Enchente afeta abastecimento de água
PUBLICAÇÃO
sexta-feira, 24 de janeiro de 1997
Edmara Michetti 
Paulo WolfgangMãos à obraOntem, funcionários da Sanepar consertavam as máquinas para que abastecimento fosse retomado
A estação de captação de água Tibagi, da Sanepar, localizada na Água do Limoeiro (zona leste), ficou submersa com o transbordamento do rio. A enchente na estação Tibagi afeta o abastecimento de água em parte de Londrina e Cambé, que deve continuar suspenso hoje. Em Londrina, as regiões afetadas são a Norte, Sul e Leste.
A água atingiu o ponto máximo ontem pela manhã. A casa de bombas ficou coberta com água até as lâmpadas que ficam no alto das paredes laterais. A cabine de alta tensão da estação também ficou debaixo dágua. O subsolo continuava cheio de água até o final da tarde de ontem. Os funcionários afirmam que o trabalho de escoamento com uma mangueira começou às 9 horas.
O engenheiro Luiz Alberto Niero afirma que na quarta-feira à noite, quando o fornecimento de água foi cortado, a energia elétrica precisou ser desligada. Dois dos três motores, dos conjuntos motor-bomba, foram retirados para evitar comprometimento na parte elétrica. Segundo o engenheiro, não houve tempo para tirar os três. O que ficou foi alagado e terá que passar por uma secagem para depois sabermos os prejuízos, afirma Niero.

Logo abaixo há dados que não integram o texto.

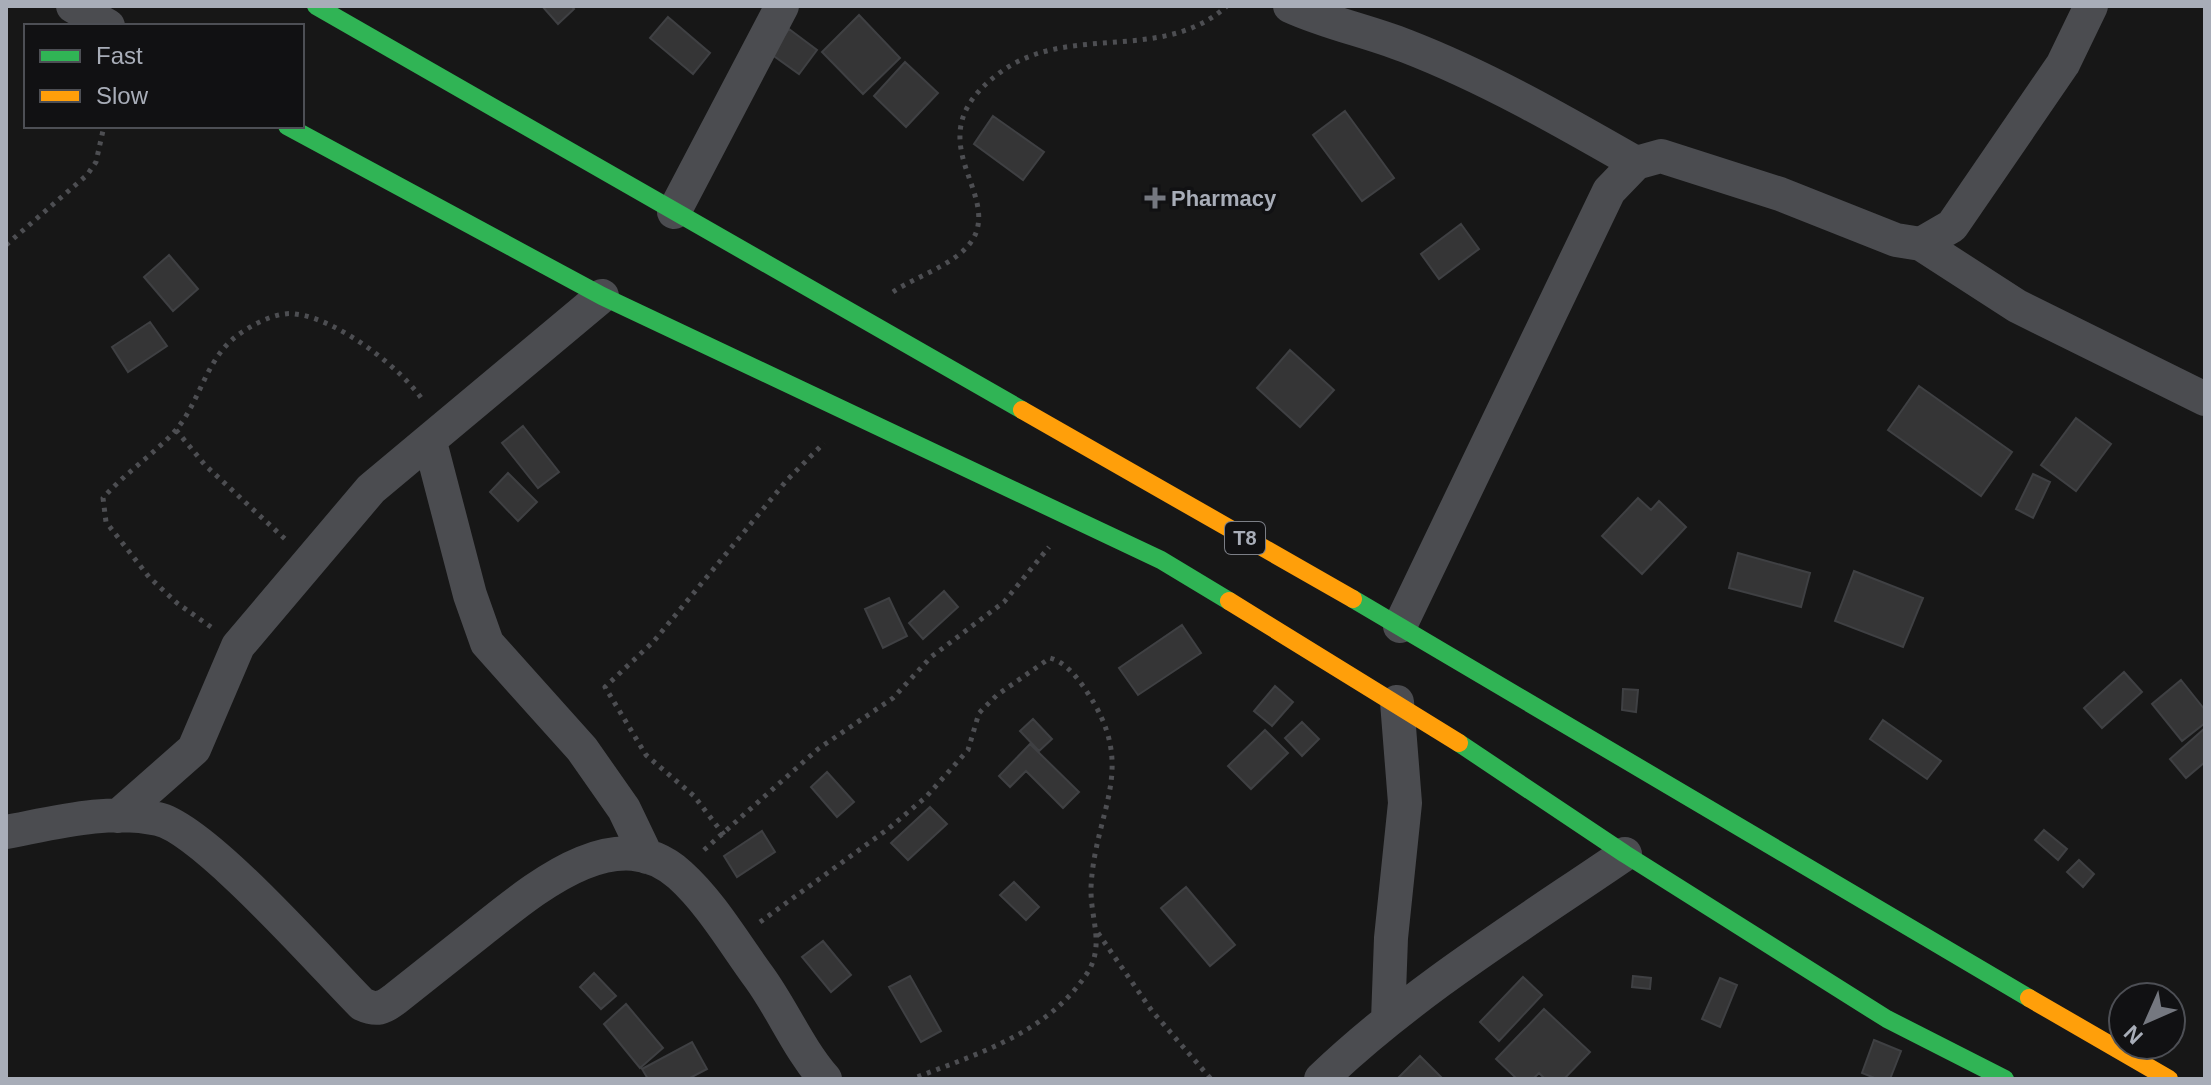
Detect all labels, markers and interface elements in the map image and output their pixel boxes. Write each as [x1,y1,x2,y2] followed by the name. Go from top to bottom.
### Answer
[24,24,304,128] legend
[96,42,143,69] text: Fast
[96,82,149,109] text: Slow
[1171,186,1277,211] place label: Pharmacy
[1146,189,1164,207] marker: Pharmacy
[1225,522,1265,554] road number: T8
[2107,981,2187,1061] north arrow
[2119,1020,2148,1049] text: N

Ontem uma equipe de mais de 10 funcionários da manutenção trabalhava para recolocar a estação em funcionamento. Depois de esvaziar a casa de máquinas e lavar o local, eles instalavam os motores de volta. Até o final da tarde de ontem, os funcionários não sabiam se houve comprometimento na cabine de alta tensão. Vamos ter que ir avaliando conforme retomamos o funcionamento para sabermos os prejuízos totais, diz Niero.
Expectativa era de
que captação fosse
retomada em 50% na
madrugada de hoje
O gerente metropolitano da Sanepar, Paulo Kishima, explica que não basta religar o sistema para que o fornecimento regularize. Ele afirma que o tanque hidropneumático, que funciona como proteção da adutora e dos equimentos, fica desequilibrado quando o sistema é desligado. Precisa reequilibrá-lo para depois começar distribuir água para o reservatório, diz.
A expectativa de Niero ontem era de que nesta madrugada a captação retornasse em 50%. Mas é expectativa, não temos como fazer uma previsão, diz.
Kishima pede às pessoas que começarem a receber água que continuem racionalizando. Os pontos mais altos e os mais distantes dos reservatórios são os últimos a receber água e podem ser prejudicados se não houver racionamento, explica.
As chuvas constantes já começam a refletir nos mercados que, sem produtos, aumentam os preços. Com as estradas da zona rural esburacadas e, em alguns casos, interditadas, os produtores não têm como transportar os produtos para os distribuidores. Segundo funcionários das Centrais de Abastecimento Paraná (Ceasa) a entrega de produtos foi afetada em 90%. Segundo o vendedor Ednelson Leonel, do Mercadão, os preços dos produtos em geral aumentaram em média 50%. No caso do tomate, segundo ele, o aumento já chega a 100%. Ele acredita que a situação só comece a normalizar em 30 dias.
A previsão do Sistema Meteorológico do Paraná (Sismepar) é que de mais chuva para hoje, em toda região Norte do Estado. O tempo começa a melhorar amanhã.